### ACTIVITY
Your answer should consist of every line from the records that holds the string "canvas".

Collected data
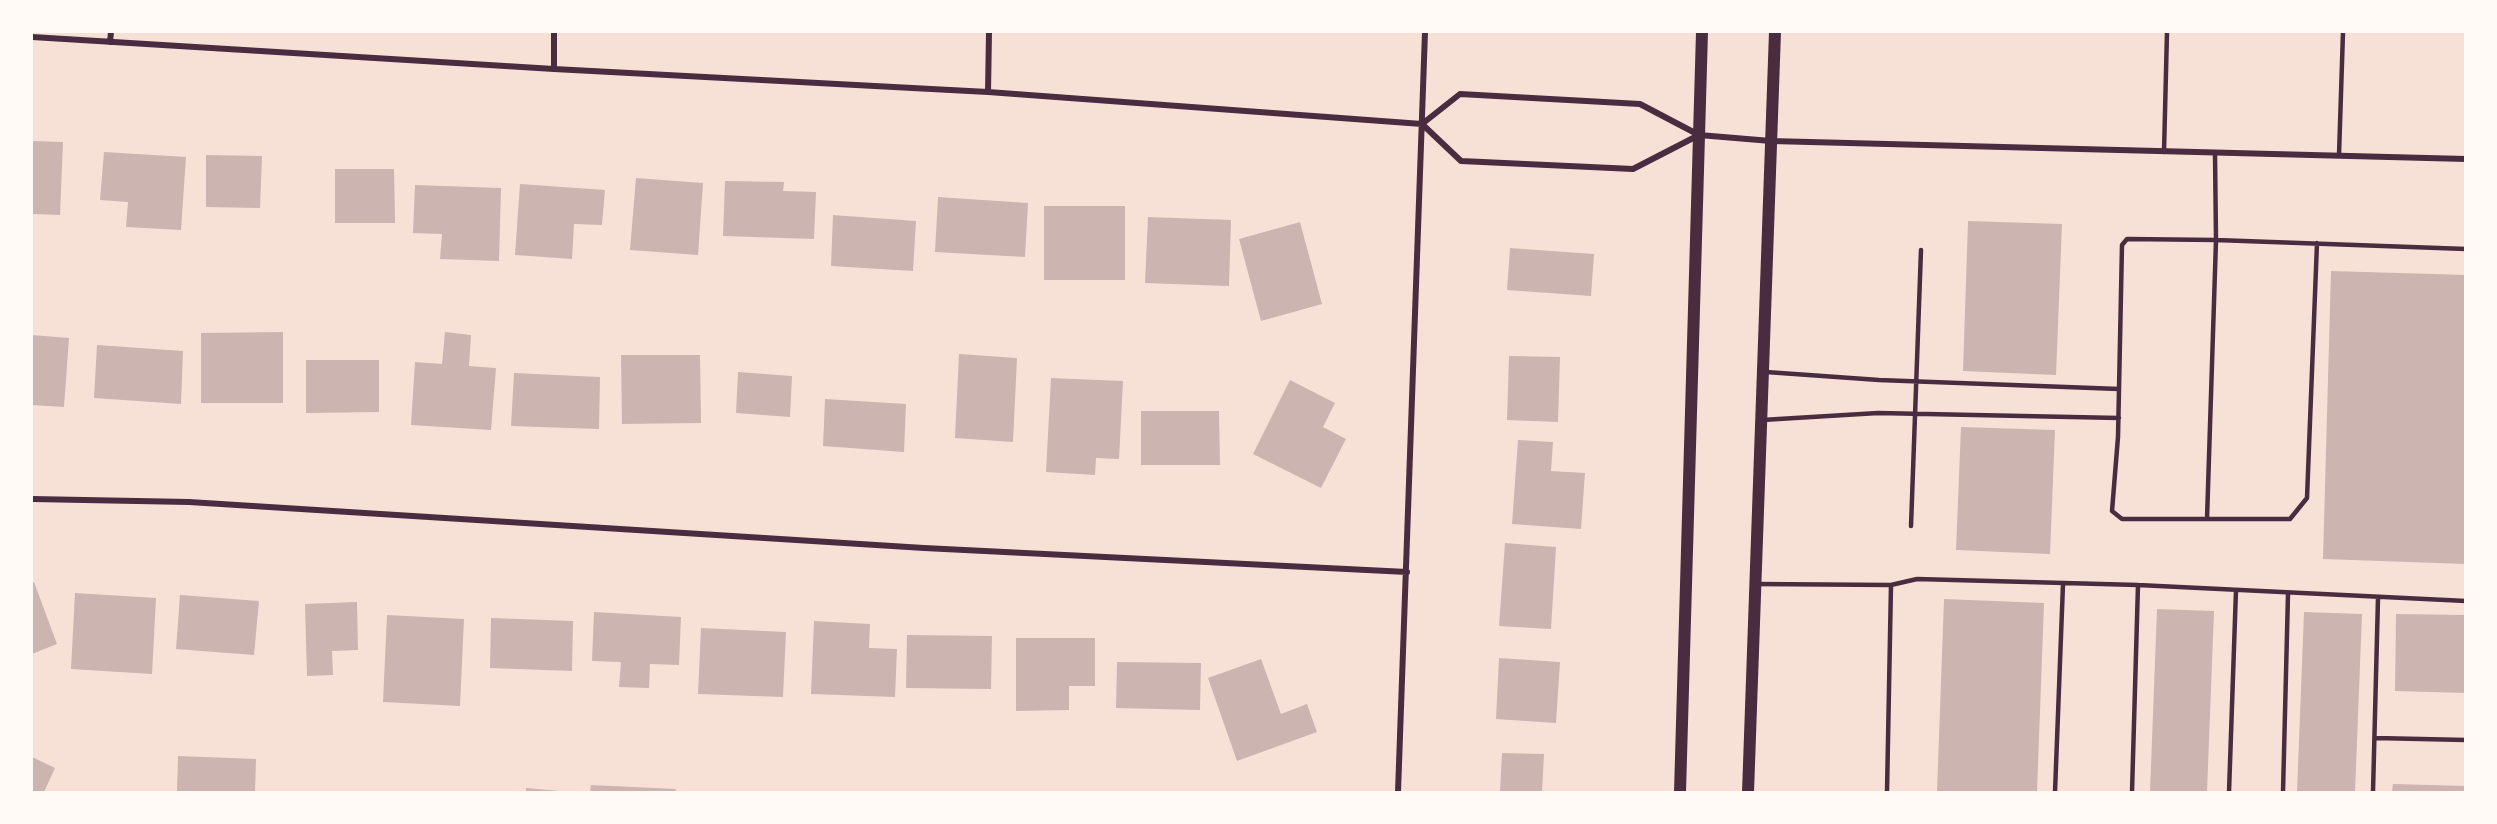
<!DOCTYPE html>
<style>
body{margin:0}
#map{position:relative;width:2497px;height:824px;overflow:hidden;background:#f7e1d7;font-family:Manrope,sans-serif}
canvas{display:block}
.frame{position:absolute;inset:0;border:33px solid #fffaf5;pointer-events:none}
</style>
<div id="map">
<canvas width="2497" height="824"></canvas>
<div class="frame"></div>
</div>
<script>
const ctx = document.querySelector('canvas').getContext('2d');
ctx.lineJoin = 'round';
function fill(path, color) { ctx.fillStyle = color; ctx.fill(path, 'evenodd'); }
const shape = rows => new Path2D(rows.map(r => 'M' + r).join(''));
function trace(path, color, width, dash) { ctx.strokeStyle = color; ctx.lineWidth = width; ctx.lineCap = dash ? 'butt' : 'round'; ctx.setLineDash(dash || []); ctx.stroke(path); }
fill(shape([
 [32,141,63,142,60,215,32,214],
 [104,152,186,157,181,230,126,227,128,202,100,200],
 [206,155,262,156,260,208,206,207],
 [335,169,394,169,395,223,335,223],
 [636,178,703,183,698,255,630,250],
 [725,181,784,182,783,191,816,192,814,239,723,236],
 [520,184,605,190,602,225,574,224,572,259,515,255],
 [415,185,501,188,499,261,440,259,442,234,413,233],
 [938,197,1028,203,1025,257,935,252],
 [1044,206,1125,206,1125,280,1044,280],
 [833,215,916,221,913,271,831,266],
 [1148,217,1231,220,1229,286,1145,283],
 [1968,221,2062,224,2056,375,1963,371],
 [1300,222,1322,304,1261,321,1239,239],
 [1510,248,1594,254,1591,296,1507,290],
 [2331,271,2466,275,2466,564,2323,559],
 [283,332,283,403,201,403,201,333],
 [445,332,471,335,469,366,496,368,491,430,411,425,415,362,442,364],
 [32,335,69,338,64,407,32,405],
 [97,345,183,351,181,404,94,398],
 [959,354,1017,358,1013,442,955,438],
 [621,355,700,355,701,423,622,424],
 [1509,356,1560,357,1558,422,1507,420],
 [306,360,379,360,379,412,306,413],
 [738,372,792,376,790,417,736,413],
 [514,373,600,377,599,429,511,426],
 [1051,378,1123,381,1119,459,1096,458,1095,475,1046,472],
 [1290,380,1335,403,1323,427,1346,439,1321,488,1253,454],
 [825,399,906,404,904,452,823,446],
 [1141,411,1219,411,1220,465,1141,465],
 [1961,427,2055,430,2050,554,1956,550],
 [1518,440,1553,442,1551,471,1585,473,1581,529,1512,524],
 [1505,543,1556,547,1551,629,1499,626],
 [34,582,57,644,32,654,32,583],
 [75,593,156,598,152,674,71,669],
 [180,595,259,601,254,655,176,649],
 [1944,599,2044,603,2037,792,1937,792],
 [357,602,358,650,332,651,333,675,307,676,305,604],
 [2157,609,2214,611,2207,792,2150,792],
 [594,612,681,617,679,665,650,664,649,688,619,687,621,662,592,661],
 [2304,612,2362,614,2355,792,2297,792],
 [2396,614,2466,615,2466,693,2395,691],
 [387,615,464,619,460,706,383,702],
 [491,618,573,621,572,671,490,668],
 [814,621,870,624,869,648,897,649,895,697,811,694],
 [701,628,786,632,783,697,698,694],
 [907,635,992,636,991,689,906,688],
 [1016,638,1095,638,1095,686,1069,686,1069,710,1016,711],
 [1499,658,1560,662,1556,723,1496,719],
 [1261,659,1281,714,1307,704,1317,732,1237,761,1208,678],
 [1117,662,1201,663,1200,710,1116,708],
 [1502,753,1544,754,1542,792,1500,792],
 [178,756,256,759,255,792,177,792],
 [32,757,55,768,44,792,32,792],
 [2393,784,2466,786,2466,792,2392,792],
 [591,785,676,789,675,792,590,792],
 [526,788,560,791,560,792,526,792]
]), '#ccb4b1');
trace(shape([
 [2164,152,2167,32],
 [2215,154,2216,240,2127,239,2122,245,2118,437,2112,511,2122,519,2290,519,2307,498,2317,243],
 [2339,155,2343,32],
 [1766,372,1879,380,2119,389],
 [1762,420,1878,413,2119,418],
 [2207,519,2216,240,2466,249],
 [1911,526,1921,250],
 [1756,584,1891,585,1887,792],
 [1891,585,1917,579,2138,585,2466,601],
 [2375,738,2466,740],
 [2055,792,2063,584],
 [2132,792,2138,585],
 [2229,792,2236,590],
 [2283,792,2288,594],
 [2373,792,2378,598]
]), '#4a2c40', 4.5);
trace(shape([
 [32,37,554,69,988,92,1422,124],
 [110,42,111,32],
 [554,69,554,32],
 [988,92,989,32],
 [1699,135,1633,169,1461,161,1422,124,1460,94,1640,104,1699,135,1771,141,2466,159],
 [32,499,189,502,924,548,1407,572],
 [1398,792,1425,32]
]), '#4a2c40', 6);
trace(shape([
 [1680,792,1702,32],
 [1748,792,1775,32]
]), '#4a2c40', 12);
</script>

### PROBLEM SOLUTION
canvas{display:block}
<canvas width="2497" height="824"></canvas>
const ctx = document.querySelector('canvas').getContext('2d');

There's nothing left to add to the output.